If the request method is GET, we are retrieving every user from the database and after that, we use list comprehension in order to format it as a list of dictionaries ( we need to do it because of Flask since we can't just return that model). If the request is POST, we create that record in the database and return it as a dictionary.
Prisma provides a very good autocomplete, so if you're using VSCode, ctrl + space is your best friend 😀 and most of the time, you will not even need the documentation.

Now, let's do the post routes. Similarly, in the routes folder we create a post.py file with a blueprint.

from flask import Blueprint, request
from prisma.models import Post

post_blueprint = Blueprint('post', __name__)

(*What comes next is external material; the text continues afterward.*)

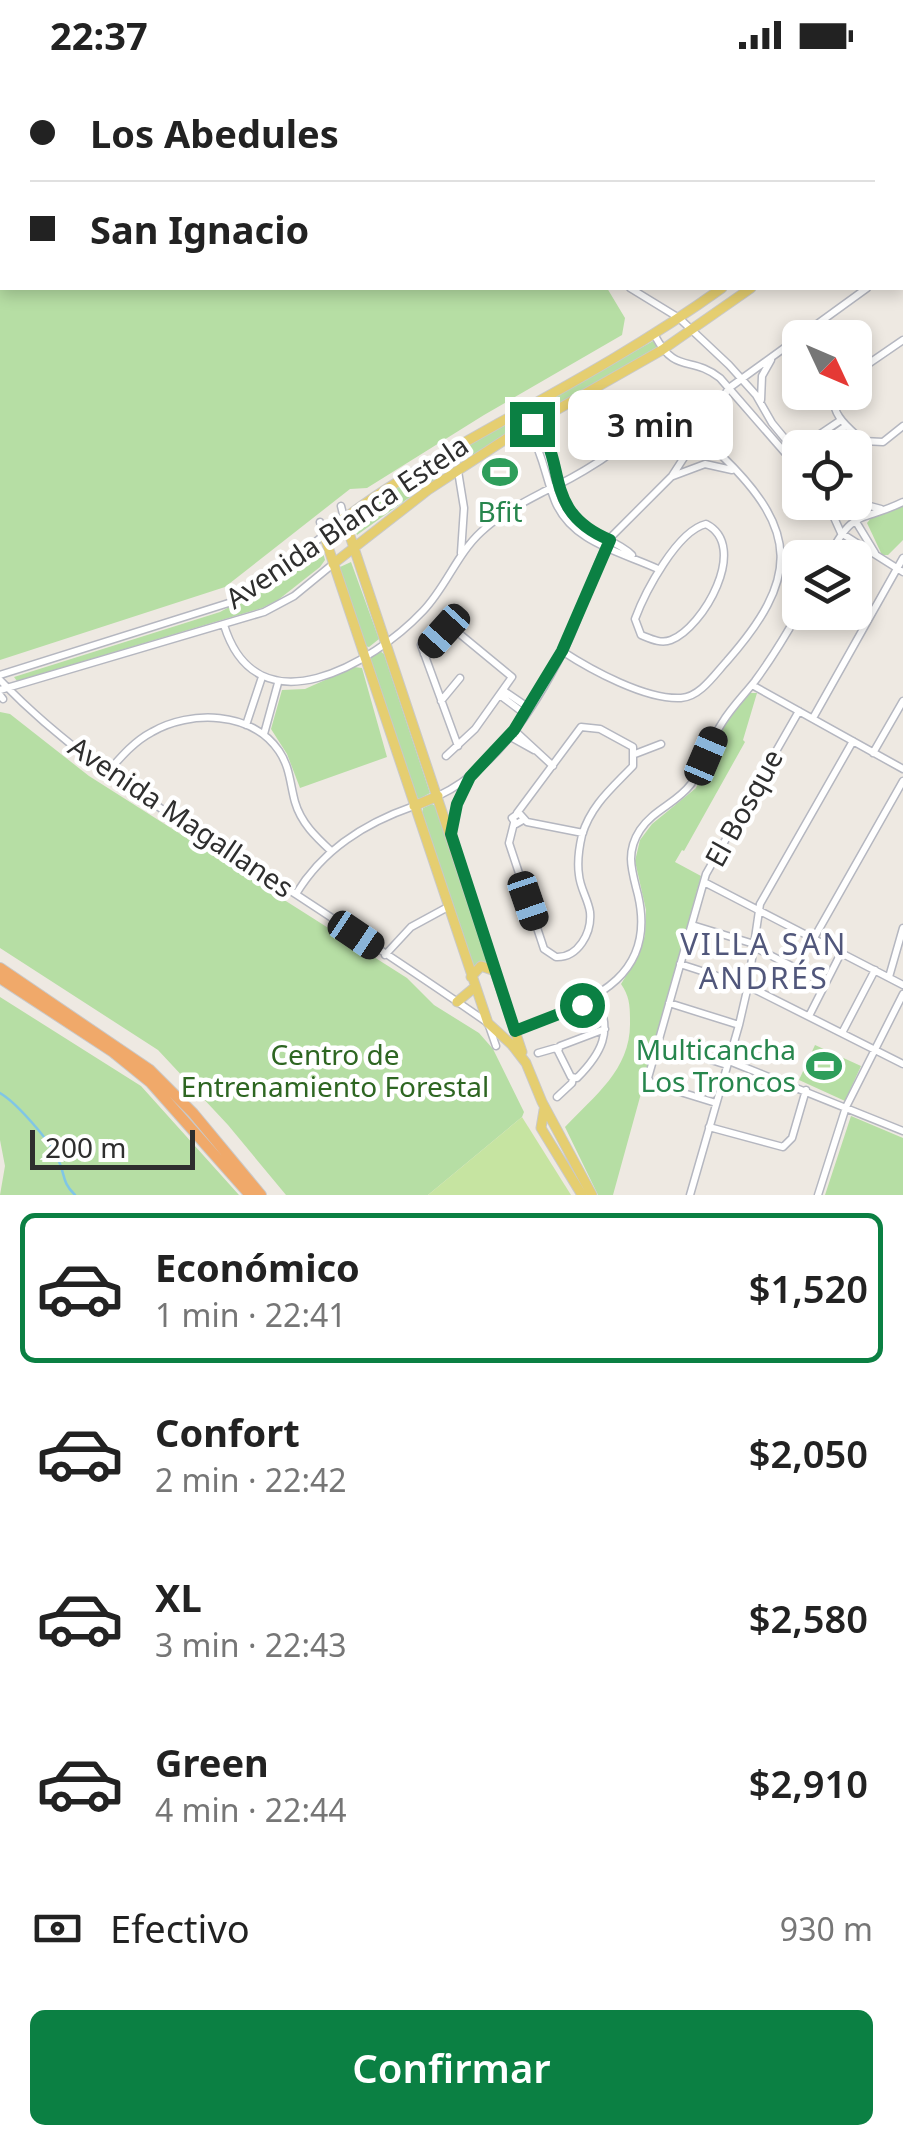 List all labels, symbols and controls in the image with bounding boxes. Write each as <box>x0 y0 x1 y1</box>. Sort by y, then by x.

@post_blueprint.route('/', methods=['GET','POST'])
def list_create():
  if request.method == 'GET':
    posts = Post.prisma().find_many()
    return {
      "data": [post.dict(exclude={'author'}) for post in posts]
    }

  if request.method == 'POST':
    data = request.json

    if data is None:
      return

    title = data.get('title')
    published = data.get('published')
    authorId = data.get('authorId')

    if title is None or published is None or authorId is None:
      return {"error": "You need to provide title, published and authorId"}

    post = Post.prisma().create(data={'title': title, 'authorId': authorId, 'published': published })


    return post.dict()

@post_blueprint.route('/<int:id>', methods=['GET','PUT', 'DELETE'])
def view_update_delete(id):
  if request.method == 'GET':

    post = Post.prisma().find_unique(where={'id': id}, include={'author': True})
    if post is None:
      return {'error': 'Post doesn`t exist'}, 404

    return post.dict()

  if request.method == 'PUT':
    data = request.json

    if data is None:
      return

    title = data.get('title')
    published = data.get('published')
    authorId = data.get('authorId')

    if title is None or published is None or authorId is None:
      return {"error": "You need to provide title, published and authorId"}

    post = Post.prisma().update(where={'id': id }, include={'author': True}, data={'title': title, 'published': published, 'author': {'connect': {'id': authorId}}})

    if post is None:
      return {'error': 'Post doesn`t exist'}, 404

    return post.dict()

  if request.method == 'DELETE':
    post = Post.prisma().delete(where={'id': id})
    if post is None:
      return {'error': 'Post doesn`t exist'}, 404

    return post.dict(exclude={'author'})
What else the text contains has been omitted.